Monday, June 22, 2015

Bub

Thanks, Dave W, for your suggestion. Here it is:


Do you remember that 1960s American TV sitcom named “My Three Sons”? You probably don’t. Here’s a clip: My Three Sons.
William Frawley played the role of “Bub.” Frawley was better known as “Fred” in “I Love Lucy.” (Surely you are familiar with that one—with all its re-runs.)

Somehow in the annals of history, my dad, Hayes Watson Cockrell, collected the moniker “Bub” from that TV series.I don't think he was happy with it, but he didn't complain.

He served aboard the USS Alsea (ATF-97) in WW2 as an electrician’s mate. But before he went to sea he served a few months as a clerk in the pilot records office at Pensacola Naval Air Station. There the commander took a liking to him and invited him to go on flights in SNJ trainers. Bub once told me they referred to the SNJs as
SNJ
Stuka Nuka Javas.” One day the CO asked my dad if he would like to enroll in the Naval Aviation Cadet Program. He declined. In later years I asked him why he passed up that opportunity. He just shrugged and said he wasn’t sure of it.

His service aboard ship was mostly uneventful except for watching torpedo wakes go by headed for larger targets than the Alsea. His most repeated story was of timing shells going overhead from battleships to the Normandy coast at D-Day.

After the war he married Helen and enrolled in electrical engineering. But when I came along he dropped out. After two aborted attempts to be a law enforcement officer he settled into a vocation that the Navy taught him—electrician, at which he was very successful. Motivated by his interest in airplanes that had captured him at Pensacola he used the GI Bill to learn to fly.

When I turned  six he deemed me airworthy and took me down the Black Warrior River in a Piper Super Cub with the wheels only few feet off the water. (He was far from a perfect man and so was his judgement at times.) Of course I loved every second of it. Later he became a pilot with the Civil Air Patrol (CAP) and flew many search missions for lost aircraft. His involvement in CAP was my impetus to becoming a CAP cadet, which launched my career as a military and airline pilot.

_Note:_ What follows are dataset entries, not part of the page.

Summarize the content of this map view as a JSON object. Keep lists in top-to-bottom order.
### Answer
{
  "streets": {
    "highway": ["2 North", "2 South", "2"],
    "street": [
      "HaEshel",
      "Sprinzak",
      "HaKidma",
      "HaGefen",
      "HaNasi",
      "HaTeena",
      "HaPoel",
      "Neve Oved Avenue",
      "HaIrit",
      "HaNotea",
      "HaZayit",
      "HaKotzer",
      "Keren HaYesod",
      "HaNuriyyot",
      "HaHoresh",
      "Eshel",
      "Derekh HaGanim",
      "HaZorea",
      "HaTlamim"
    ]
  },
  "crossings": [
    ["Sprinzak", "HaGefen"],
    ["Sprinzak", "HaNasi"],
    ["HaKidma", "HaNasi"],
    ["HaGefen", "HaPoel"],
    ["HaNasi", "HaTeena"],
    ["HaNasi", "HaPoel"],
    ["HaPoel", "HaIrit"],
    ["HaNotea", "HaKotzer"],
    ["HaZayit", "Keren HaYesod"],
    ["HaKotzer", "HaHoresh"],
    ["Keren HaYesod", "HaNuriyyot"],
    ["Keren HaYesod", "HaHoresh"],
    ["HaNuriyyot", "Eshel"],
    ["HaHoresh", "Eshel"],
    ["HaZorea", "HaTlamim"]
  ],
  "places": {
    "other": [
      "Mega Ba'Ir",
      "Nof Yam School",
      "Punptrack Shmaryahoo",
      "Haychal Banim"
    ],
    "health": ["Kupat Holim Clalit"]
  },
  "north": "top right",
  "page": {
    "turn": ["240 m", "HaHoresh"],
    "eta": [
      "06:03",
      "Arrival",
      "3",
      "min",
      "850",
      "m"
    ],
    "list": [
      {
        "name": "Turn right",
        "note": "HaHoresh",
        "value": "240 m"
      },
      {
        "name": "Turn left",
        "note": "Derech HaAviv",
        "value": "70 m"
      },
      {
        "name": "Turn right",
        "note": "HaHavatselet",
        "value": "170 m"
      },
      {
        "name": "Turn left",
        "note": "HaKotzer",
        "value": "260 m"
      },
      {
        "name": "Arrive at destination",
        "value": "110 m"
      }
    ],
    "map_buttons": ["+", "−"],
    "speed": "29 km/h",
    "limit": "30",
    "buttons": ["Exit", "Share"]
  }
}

Bub wasn’t there when I first soloed at the age of 16. I don’t remember why, but suspect my instructor simply didn’t notify him that it was going tom happen. Later that day I joined up with him at the river for some fishing, and I don’t even remember what he said about my solo flight. I think he just considered it something that was simply destined to happen.

I remember him once telling me that his flight instructor went on to become the chief pilot at Southern Airways, which eventually merged with Republic and then Delta. One day he crossed paths with his old instructor and they caught up. The instructor told Bub he would be glad to set him up with a pilot candidate interview at Southern. 

“Did you?” I asked.

He just shook his head and sighed. He said he wasn’t sure about it.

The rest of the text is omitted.